Certain areas of Saskatchewan experienced significant dry weather from 2001 to 2003, and then again in 2009. FCC reported a small decrease in the average farmland values for the province in 2001 of -1.5 percent followed by years of growth of 3.9 percent in 2002, 3.1 percent in 2003, and 1.9 percent in 2004. In 2009, FCC estimated a gain of 6.9 percent, followed by a 5.7 percent increase in 2010, and a 22.9 percent increase in 2011. 

ALBERTA

Dry weather conditions experienced in areas of Saskatchewan in 2001-2003 and 2009 were also present in areas of Alberta. Despite these adverse weather conditions, values continued to rise in the affected areas (mostly in the central region). FCC published 4.8 percent, 4.4 percent, and 8.7 percent average increases in 2009 to 2011, respectively, for Alberta.

CONCLUSIONS

While it’s difficult to isolate the impacts of a natural disaster on land values from all the other farmland supply and demand drivers, it seems that large floods and extremely dry conditions have had no large detectable impacts on land values. Farm operators consider the stream revenues attached to land over a long period of time.

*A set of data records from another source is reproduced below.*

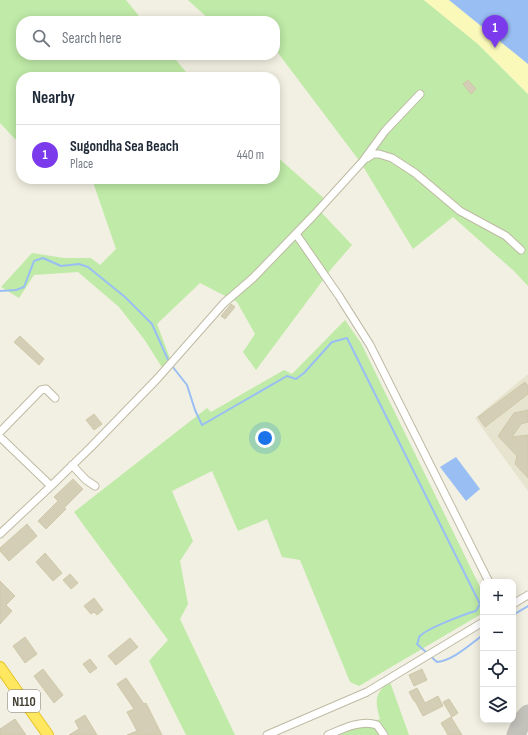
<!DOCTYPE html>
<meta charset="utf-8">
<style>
:root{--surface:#fff;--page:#f2f2f3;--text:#1f2937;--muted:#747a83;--line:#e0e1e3;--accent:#7c3aed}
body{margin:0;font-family:"Sofia Sans Condensed",sans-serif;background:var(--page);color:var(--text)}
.controls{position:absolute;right:12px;bottom:12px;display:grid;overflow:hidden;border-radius:8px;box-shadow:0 2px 10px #0003}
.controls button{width:36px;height:36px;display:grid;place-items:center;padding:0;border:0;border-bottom:1px solid var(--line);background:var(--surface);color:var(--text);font:20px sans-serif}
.you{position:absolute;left:265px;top:438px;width:14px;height:14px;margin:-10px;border:3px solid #fff;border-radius:50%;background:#1a73e8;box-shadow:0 0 0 6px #1a73e833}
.badge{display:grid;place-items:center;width:26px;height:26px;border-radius:50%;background:var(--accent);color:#fff;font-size:13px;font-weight:700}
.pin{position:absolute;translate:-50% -33px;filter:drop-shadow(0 1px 2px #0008)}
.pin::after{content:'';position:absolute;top:21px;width:14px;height:12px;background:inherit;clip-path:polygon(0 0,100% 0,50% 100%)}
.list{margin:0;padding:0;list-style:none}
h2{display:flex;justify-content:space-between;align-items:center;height:52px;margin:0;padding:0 16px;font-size:17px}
h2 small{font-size:13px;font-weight:400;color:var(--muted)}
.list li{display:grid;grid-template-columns:26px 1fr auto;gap:12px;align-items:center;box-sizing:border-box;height:60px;padding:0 16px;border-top:1px solid var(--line)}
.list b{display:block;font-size:15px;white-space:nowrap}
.list p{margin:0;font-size:13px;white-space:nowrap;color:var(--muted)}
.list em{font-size:13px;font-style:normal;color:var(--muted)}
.icon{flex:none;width:22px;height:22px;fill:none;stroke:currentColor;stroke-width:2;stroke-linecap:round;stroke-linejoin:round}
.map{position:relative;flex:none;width:528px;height:735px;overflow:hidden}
.search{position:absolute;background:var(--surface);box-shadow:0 2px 10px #0003;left:16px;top:16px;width:264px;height:44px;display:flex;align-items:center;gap:10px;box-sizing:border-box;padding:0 14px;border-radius:16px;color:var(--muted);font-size:15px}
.panel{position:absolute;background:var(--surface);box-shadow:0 2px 10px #0003;left:16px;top:72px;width:264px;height:112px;border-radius:16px}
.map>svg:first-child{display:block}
.residential{fill:#e6e3cf}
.green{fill:#bfeaa7}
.sand{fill:#faf9b9}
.water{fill:#99bef4}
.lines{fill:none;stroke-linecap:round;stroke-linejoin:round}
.stream{stroke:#99bef4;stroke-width:2}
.taxiway{stroke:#c2c2ba;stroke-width:19}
.building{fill:#d4ceb6;stroke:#cfc8a9}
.minor-casing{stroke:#bebaa4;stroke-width:9}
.highway-casing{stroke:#e6c428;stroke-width:12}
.minor{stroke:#fff;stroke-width:7}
.highway{stroke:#ffe860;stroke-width:10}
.labels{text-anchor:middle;stroke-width:3;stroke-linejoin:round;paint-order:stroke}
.shield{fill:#fff;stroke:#7c7970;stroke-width:1}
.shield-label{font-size:13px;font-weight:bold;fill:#444032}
</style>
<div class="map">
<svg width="528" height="735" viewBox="0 0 528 735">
<rect width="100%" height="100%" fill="#f2f0e2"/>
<path class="residential" d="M528 374V491L475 418Z"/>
<path class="green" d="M0 0H126L143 21H21V55H172L190 77H21V137L15 139 0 123Z
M188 0H424L478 44 528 94V286L515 272 453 217 413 249 361 163 275 49V21H254L252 18 248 21H211Z
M275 155 327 201 320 211 352 245 332 268 256 370 243 352 255 334 237 302 200 283 157 324 171 361 163 369 144 339 119 307 78 272 34 275 19 298 1 287 32 253 64 258H91L100 265 116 249 92 179H275Z
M345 320 361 343 483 593V613L359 686 350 682 300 560 282 557 267 519 238 531 212 471 172 491 193 541 180 561 188 604 180 619 235 735H186L149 661 168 640 74 512 207 408 211 412 284 370 292 374Z
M390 682 409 735H334L380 719C375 701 374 693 390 682Z"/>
<path class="sand" d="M424 0H449L528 64V94L478 44Z"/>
<path class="water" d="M449 0H528V64Z
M456 457 480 489 466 501 440 467Z"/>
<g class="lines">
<path class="stream" d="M0 291 16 290 24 287 34 261 43 258 61 266 79 264 88 267 125 297 152 324 169 362
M172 366 187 385 195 410 202 425 287 376 296 379 304 373 332 342 347 338 480 604 476 611C465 614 425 629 419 637 419 638 418 643 417 644L437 662C454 660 469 645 483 635
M513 615 528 606"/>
<path class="taxiway" d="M516 735 522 721 528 714"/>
</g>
<path class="building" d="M468 80 476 89 471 94 463 84Z
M231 304 235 307 225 319 221 316Z
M20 336 44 359 39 365 14 342Z
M525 382 528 386V394L485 427 478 417Z
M528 410V422L521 424 512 437 528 435V478L515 464 517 456 498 436 514 413Z
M94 414 102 424 94 430 86 420Z
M73 479 83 489 64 508 66 509 46 529 38 521 58 501 54 497Z
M27 524 37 536 9 561 0 551V548Z
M45 553 62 573 53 581 36 562Z
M70 574 78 583 71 589 63 580Z
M0 581 15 596 6 605 12 611 0 624Z
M94 598 103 610 97 615 94 612 91 614 84 606Z
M25 637 37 654 25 663 13 646Z
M130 638 138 647 116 665 108 656Z
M90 659 97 668 90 673 83 664Z
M43 669 63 695 54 703 34 676Z
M422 669 427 680 414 686 409 675Z
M126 678 144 704 146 703 162 735H127L137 731 127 712 134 709 117 684Z
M417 688 425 703 438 696 443 706 423 716 415 701H414L409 692Z
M449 699 458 713 452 717 443 702Z
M85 715 97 735H69L79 729 75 721Z
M451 717 462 735H448L441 723Z
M15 719 26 735H0V729Z"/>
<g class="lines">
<g class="minor-casing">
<path id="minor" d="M367 158 373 154H379L392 158 415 173 460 211 506 236 521 250
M296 234 339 296 370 345 489 582
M0 432 41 390 46 389 55 398
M0 437 51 486 0 534
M72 465 86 480 95 486
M51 486 91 447 157 379 224 303 253 278 313 216 363 161 385 131 420 94
M513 604 528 595
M267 735 367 692 483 622
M328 735C342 729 362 719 377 725L384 735"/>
</g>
<g class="highway-casing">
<path id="highway" d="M0 667 48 735"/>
</g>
<use href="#minor" class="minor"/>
<use href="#highway" class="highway"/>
</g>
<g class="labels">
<rect class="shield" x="8" y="690" width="32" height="22" rx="3"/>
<g class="shield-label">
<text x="24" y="706">N110</text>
</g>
</g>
</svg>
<div class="controls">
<button>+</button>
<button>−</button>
<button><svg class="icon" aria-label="locate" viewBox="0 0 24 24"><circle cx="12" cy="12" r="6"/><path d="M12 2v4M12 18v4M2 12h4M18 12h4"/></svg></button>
<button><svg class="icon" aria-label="layers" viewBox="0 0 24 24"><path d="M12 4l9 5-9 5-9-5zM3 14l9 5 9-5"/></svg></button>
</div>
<div class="you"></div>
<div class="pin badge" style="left:495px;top:48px">1</div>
<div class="search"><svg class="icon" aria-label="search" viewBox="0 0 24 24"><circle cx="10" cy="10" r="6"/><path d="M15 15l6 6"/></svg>Search here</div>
<section class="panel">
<h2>Nearby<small></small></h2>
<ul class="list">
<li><span class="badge">1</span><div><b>Sugondha Sea Beach</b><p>Place</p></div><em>440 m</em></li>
</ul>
</section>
</div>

Higher prices can also sometimes offset yield declines and mitigate the revenue impact from challenging weather. However, this doesn’t imply that revenue expectations aren’t or won’t be affected by changing weather patterns. More research is needed to understand the influence of climate change on farmland values.

BOTTOM LINE

Farmland values continued to climb in 2021 amid adverse weather conditions and economic uncertainties. The outlook remains positive for the farmland market as the supply of available land remains very limited and the outlook for 2022 farm income is robust.

One headwind is the likely increases in interest rates. Producers should have a risk management plan that considers possible economic changes to ensure budget flexibility if commodity prices, yields, or interest rates shift. Market conditions can change rapidly, which can impact land values.

(Lyne Michaud is a senior analyst with Farm Credit Canada. This article is reprinted by permission of the author and Farm Credit Canada.)